Only one column in the table may be autoincrement. However, it is legal to say PRIMARY KEY (a, b, c AUTOINCREMENT) – in that case, there are three columns in the primary key but only the first column (a) is AUTOINCREMENT.

As the name suggests, values in an autoincrement column are automatically incremented. That is: if a user inserts NULL in the column, then the stored value will be the smallest non-negative integer that has not already been used.
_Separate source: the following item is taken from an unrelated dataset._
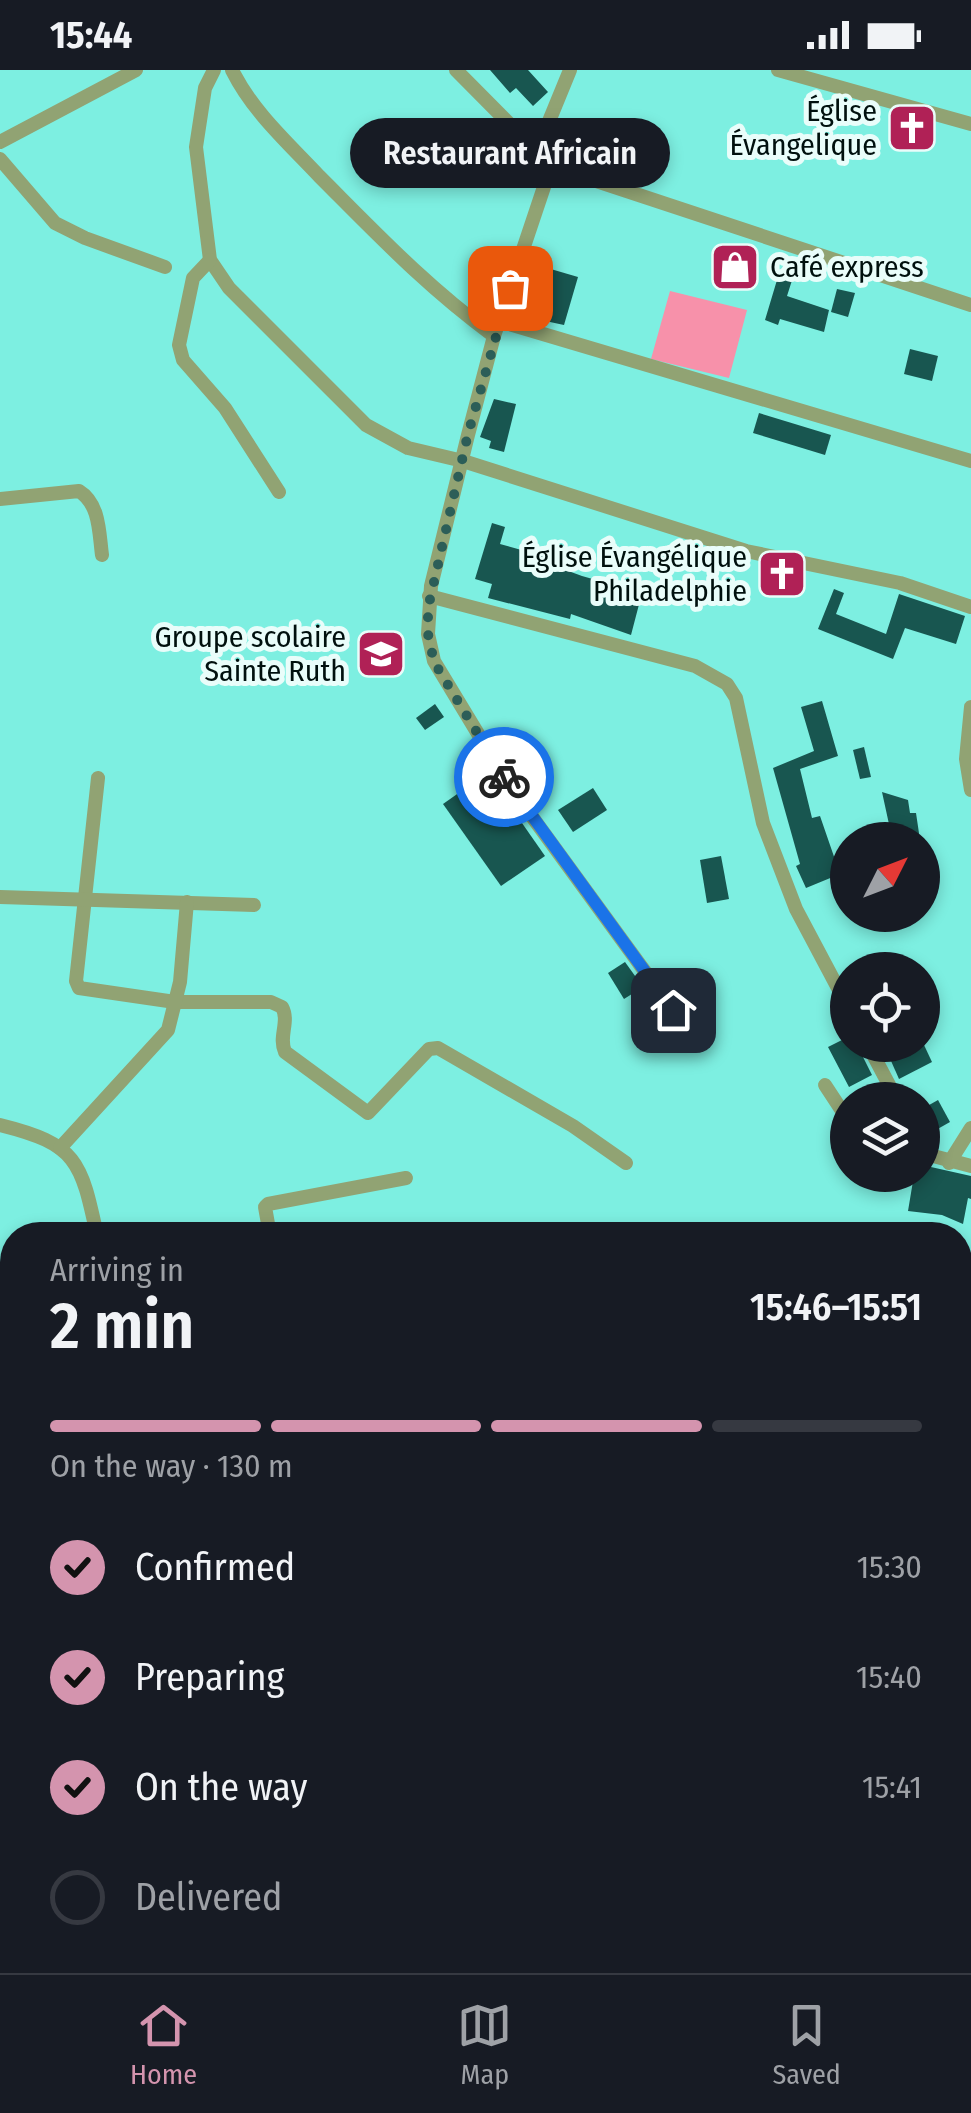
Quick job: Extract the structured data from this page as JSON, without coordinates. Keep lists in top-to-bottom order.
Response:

This occurs because autoincrement columns are associated with sequences.

UNIQUE constraints look like this:
UNIQUE (column-name [, column-name...])

There is a shorthand: specifying UNIQUE in a column definition.

Unique constraints are similar to primary-key constraints, except that: a table may have any number of unique keys, and unique keys are not automatically NOT NULL.
Unique columns are automatically indexed.
Unique columns are unique, that is, it is illegal to have two rows with the same values in the unique-key columns.

Examples:

-- this is a table with a one-column primary-key constraint
-- and a one-column unique constraint
CREATE TABLE t1 (s1 INTEGER, s2 INTEGER, PRIMARY KEY (s1), UNIQUE (s2));
-- this is the column-definition shorthand for the same thing:
CREATE TABLE t1 (s1 INTEGER PRIMARY KEY, s2 INTEGER UNIQUE);
-- this is a table with a two-column unique constraint
CREATE TABLE t2 (s1 INTEGER PRIMARY KEY, s2 INTEGER, UNIQUE (s2, s1));
-- this is an example of an attempted unique-key violation
-- (the third INSERT will not fail because NULL is not a duplicate)
-- (the fourth INSERT will fail because 'a' is a duplicate)
CREATE TABLE t3 (s1 INTEGER PRIMARY KEY, s2 STRING, UNIQUE (s2));
INSERT INTO t3 VALUES (1, 'a');
INSERT INTO t3 VALUES (2, NULL);
INSERT INTO t3 VALUES (3, NULL);
INSERT INTO t3 VALUES (4, 'a');

CHECK constraints look like this:
CHECK (expression)

There is a shorthand: specifying CHECK in a column definition.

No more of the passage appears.